Organizing Bulk Operations with Traversals

Created: .

The Problem

Suppose, in Haskell pseudocode, you have some process:

process :: A -> IO B

where A and B are arbitrary types. And suppose the implementation of the process is such that it is more efficient to do in bulk: you would provide several A’s upfront and would receive several B’s.

The question is, what type should you give to processBulk, the bulk version of process?

A lot of the time the need for such bulk operations arises because you’re interacting with another system, crossing some sort of expensive API boundary. You could be talking to an SQL database, or a REST API if it has been thoughtfully extended with bulk endpoints. This API has its own signature, if not exactly a “type” then at least a pattern of how data flows in and out. It may be tempting to provide a thin wrapper around this pattern, and it’s common to see types like:

In all cases we are faced with an invariant that is not captured by the type, and if you care about the correspondence between the input items and the output items, you may have trouble convincing the compiler that there is any. Say you chose processBulk :: [A] -> IO [B], and then you wanted to simplify and define process in terms of processBulk? Well now you’re faced with a partial function:

process :: A -> IO B
process a = processBulk [a] <&> \case
  [b] -> b
  _ -> error "???"

Perhaps processBulk is an internal function and you can look at what its use sites are. Some use sites might need to convert to one of the three aforementioned types anyway, and these conversions are fragile and error-prone, so why not hide it under the hood of processBulk. And if you have several use sites that require different formats you’re just screwed I guess?

An Aside

If you’re not convinced by the utility of “optimizing” something that already works (why not just call process multiple times?), there are examples where bulk queries make a semantic difference.

Consider a procedure that does glob matching of multiple related files at once. Instead of asking for a random file that matches *.hi and a random file that matches *.o, you want a pair of files that match $NAME.hi and $NAME.o respectively, with a common string substituted for $NAME.

The same issue of returning a collection of outputs somehow connected to the collection of inputs arises here, and it’s actually semantically different from iterating over inputs one by one.

A Solution

You may take the bespoke invariant challenge literally, and decide to use some sort of length-indexed vector to lift the exact invariant to the type level:

processBulk :: forall (n :: Nat), Vector n A -> IO (Vector n B)

process :: A -> IO B
process a = processBulk (Cons a Nil) <&> \case
  Cons b Nil -> b
  -- pattern match is complete!

or maybe a justified container:

processBulk :: JM.Map ph nonce A -> IO (JM.Map ph nonce B)

process :: A -> IO B
process a = JM.withSingleton () a \(k, m) ->
  process m <&> \m' -> m' JM.! k
  -- m' :: JM.Map ph () B;  k :: JM.Key ph ();  (JM.!) is total

These can be downgraded back to their respective ordinary list and map versions if needed, but these do not in any way help with converting between lists and maps, which is still error-prone and possibly partial.

A Better Solution

The power of Haskell’s type system allows us to write down a type that (with minor tweaks) is a generalization of all of the above, and more:

processBulk :: forall t. Traversable t => t A -> IO (t B)

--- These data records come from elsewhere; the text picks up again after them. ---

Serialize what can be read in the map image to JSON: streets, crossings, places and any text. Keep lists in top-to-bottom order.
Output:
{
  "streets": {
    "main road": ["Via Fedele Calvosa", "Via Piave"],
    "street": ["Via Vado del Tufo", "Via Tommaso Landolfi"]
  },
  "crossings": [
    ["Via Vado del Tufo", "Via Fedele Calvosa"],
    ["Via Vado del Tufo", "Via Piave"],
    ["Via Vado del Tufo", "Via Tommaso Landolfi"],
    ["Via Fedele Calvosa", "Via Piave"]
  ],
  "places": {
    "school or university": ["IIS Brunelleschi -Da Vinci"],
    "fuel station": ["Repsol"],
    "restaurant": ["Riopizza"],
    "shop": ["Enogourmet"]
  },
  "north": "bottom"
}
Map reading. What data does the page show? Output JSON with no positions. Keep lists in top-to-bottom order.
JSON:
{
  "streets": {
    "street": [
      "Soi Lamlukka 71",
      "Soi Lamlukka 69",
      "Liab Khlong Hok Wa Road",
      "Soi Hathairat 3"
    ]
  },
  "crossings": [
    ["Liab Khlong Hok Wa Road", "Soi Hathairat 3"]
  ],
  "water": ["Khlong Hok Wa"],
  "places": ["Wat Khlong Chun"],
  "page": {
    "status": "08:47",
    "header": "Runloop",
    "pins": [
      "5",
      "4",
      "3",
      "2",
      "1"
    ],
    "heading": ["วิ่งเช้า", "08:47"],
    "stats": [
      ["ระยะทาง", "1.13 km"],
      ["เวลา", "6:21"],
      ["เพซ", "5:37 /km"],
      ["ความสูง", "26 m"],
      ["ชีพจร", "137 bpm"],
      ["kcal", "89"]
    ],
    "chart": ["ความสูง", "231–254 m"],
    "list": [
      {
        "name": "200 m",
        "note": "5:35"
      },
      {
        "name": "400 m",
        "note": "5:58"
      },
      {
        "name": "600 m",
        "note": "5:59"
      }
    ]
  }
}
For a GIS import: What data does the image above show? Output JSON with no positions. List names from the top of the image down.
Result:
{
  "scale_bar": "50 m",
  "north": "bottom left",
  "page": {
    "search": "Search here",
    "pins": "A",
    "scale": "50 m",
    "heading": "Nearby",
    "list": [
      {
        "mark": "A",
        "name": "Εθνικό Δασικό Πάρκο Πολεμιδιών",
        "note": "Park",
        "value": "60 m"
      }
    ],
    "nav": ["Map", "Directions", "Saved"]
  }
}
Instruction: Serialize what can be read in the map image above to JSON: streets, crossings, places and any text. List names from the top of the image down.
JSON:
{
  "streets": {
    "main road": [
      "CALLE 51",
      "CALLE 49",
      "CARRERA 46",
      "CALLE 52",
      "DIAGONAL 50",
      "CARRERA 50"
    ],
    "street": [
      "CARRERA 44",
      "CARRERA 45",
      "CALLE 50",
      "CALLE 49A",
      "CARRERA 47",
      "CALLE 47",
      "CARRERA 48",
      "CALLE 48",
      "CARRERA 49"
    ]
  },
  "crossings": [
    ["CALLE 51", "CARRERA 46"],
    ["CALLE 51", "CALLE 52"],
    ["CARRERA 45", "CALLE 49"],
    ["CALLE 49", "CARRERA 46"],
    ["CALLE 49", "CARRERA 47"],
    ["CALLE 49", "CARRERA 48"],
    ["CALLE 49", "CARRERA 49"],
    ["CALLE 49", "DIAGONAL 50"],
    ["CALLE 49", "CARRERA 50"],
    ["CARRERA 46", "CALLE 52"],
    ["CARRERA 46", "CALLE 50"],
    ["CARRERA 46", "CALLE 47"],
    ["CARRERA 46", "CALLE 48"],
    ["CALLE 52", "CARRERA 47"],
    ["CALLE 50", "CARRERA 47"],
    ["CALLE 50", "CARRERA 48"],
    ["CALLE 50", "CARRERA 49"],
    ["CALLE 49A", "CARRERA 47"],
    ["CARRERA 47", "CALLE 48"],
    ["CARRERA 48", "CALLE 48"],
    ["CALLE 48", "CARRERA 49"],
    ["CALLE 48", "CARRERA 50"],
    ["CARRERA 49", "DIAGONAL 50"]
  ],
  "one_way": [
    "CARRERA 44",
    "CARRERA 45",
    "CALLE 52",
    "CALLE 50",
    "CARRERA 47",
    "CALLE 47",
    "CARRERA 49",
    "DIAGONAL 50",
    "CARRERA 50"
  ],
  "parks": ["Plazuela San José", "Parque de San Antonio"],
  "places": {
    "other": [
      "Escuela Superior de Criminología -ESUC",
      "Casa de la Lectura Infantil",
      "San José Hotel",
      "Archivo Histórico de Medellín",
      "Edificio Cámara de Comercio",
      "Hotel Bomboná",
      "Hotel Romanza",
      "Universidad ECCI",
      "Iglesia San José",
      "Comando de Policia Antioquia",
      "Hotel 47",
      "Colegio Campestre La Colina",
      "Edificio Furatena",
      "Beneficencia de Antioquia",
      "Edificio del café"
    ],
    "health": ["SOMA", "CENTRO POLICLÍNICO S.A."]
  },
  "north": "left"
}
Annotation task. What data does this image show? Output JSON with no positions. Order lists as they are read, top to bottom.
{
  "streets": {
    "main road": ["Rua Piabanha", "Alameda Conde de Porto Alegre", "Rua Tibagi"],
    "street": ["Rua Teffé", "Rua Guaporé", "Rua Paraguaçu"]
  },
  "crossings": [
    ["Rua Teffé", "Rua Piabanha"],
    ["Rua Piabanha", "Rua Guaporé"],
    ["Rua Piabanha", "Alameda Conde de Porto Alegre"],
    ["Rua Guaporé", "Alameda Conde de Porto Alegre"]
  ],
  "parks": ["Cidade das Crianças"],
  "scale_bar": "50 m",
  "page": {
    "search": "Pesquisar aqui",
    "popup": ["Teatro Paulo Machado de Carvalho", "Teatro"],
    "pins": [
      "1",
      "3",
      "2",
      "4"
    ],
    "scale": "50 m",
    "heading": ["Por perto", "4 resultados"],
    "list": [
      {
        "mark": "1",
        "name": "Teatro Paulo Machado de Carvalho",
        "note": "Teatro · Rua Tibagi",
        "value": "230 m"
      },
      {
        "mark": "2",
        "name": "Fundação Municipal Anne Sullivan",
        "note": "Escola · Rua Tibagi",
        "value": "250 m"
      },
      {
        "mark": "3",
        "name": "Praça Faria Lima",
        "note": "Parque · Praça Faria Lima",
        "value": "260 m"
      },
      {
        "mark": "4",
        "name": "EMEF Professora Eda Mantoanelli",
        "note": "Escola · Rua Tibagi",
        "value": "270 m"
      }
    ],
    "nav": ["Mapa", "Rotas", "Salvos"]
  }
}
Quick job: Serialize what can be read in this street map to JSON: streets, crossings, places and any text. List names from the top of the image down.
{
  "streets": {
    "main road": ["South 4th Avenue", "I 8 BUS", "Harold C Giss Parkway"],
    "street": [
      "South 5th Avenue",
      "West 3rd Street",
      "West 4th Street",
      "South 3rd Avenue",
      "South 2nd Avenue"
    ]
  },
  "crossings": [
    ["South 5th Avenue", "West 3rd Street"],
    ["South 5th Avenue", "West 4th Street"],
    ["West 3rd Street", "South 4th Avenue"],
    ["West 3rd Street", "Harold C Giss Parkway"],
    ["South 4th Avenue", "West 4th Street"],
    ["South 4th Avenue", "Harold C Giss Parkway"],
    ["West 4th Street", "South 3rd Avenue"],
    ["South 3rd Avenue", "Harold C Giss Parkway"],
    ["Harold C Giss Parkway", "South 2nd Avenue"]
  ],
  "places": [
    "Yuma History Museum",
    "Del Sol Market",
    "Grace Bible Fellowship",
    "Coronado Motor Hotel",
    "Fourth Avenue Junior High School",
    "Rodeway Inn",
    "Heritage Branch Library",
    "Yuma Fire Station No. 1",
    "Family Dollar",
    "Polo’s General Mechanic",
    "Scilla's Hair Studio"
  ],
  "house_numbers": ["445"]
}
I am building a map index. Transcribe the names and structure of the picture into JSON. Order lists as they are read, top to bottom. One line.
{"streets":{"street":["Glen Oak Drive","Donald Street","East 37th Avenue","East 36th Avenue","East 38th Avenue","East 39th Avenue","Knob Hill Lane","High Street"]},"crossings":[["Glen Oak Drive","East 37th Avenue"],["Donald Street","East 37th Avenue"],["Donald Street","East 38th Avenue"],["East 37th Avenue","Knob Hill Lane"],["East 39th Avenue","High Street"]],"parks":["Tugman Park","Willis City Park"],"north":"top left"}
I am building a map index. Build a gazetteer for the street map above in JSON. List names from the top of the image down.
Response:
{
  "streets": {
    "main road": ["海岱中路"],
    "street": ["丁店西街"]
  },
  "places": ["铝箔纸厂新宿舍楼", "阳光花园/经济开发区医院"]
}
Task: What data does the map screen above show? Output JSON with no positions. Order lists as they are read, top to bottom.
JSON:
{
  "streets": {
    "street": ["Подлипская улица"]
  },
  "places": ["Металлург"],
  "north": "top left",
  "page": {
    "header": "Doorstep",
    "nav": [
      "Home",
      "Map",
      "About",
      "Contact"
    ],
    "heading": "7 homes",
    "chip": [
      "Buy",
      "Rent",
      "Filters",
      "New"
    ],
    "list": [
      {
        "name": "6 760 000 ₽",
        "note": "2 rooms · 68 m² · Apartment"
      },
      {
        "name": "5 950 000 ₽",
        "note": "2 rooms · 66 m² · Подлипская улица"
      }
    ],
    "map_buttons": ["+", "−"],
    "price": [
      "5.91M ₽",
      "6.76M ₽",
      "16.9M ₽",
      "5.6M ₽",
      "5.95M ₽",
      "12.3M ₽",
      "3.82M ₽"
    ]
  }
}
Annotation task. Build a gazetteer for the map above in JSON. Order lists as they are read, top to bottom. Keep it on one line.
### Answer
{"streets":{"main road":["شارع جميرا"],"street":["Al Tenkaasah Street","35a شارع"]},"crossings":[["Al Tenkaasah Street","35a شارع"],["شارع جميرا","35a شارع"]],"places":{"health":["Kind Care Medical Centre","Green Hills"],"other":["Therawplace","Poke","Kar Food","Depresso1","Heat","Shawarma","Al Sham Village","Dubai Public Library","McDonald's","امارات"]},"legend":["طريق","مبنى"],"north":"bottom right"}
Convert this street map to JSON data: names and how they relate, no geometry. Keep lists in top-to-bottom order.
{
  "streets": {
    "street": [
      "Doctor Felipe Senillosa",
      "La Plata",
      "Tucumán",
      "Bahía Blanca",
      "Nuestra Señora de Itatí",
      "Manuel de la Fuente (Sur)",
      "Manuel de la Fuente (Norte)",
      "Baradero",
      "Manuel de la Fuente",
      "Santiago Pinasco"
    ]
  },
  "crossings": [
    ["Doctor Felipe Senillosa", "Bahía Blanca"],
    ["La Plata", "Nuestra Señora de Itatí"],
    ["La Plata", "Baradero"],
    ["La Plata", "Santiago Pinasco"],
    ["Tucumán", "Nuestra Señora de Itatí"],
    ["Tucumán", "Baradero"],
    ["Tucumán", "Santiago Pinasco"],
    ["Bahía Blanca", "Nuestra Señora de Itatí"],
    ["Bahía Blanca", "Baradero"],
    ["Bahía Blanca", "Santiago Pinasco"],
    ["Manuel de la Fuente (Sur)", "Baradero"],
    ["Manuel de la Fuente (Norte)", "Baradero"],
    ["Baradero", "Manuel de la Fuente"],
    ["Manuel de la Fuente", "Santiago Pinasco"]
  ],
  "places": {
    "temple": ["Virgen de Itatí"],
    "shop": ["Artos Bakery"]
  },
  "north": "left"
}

You can straightforwardly specialize it with:

You can also recover the “self-keyed” flavors with:

processBulk . Map.fromSet id
  :: Set A -> IO (Map A B)

fmap getCompose . processBulk . Compose . map (join (,))
  :: [A] -> IO [(A, B)]

In cases where a bulk operation really is strictly an optimization of single operations, you can document this claim very concisely as a property test: processBulk == traverse process.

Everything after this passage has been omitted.